= Beginning of Section =

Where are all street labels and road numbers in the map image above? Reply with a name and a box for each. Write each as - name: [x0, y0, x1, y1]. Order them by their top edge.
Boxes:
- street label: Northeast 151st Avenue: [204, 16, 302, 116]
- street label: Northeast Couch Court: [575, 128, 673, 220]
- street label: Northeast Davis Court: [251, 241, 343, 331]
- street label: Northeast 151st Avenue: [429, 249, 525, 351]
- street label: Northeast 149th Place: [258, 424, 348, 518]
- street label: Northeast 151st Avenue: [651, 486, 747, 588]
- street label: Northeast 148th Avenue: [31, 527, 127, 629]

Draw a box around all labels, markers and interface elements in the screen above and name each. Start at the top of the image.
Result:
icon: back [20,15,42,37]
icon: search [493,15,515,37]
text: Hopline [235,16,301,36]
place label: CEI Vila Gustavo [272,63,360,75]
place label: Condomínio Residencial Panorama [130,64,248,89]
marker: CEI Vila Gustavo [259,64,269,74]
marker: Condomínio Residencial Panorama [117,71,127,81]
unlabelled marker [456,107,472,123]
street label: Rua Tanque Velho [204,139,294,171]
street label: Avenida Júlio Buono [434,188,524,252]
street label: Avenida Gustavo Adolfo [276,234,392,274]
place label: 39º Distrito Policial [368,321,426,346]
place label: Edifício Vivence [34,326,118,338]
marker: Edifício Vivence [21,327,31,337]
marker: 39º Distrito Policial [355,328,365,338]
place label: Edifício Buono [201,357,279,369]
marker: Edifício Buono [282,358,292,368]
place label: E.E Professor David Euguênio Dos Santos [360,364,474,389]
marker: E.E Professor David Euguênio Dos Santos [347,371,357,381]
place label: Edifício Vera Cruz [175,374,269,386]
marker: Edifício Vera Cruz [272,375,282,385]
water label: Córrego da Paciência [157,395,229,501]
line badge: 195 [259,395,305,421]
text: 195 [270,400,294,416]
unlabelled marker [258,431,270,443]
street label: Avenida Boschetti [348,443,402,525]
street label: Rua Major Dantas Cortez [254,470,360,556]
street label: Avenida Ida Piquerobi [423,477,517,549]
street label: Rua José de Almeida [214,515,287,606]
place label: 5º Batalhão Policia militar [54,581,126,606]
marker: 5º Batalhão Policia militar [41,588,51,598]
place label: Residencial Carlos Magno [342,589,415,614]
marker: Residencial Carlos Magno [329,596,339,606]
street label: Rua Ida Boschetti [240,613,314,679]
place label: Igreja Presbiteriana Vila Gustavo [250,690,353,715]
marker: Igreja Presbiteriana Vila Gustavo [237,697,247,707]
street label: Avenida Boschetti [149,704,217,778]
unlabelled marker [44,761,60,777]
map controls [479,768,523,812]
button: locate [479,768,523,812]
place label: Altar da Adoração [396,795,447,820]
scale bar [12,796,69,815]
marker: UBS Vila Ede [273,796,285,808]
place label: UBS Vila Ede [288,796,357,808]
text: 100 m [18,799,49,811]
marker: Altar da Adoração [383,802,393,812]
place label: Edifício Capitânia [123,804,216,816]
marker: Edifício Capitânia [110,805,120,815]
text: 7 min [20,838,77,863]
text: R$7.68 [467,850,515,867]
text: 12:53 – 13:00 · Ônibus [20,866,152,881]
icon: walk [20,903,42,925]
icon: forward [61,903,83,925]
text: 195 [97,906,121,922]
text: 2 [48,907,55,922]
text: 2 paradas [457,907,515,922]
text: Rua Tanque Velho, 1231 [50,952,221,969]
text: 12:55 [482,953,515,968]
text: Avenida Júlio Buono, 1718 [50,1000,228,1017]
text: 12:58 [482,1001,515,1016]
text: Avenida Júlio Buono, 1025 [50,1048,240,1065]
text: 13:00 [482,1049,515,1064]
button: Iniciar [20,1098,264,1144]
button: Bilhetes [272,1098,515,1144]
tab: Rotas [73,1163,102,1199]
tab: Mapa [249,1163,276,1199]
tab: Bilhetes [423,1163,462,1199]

= End of Section =

DIRECTIONS: Retrieve each line from the records above where the word "Buono" occurs.

TASK OUTPUT:
street label: Avenida Júlio Buono [434,188,524,252]
place label: Edifício Buono [201,357,279,369]
marker: Edifício Buono [282,358,292,368]
text: Avenida Júlio Buono, 1718 [50,1000,228,1017]
text: Avenida Júlio Buono, 1025 [50,1048,240,1065]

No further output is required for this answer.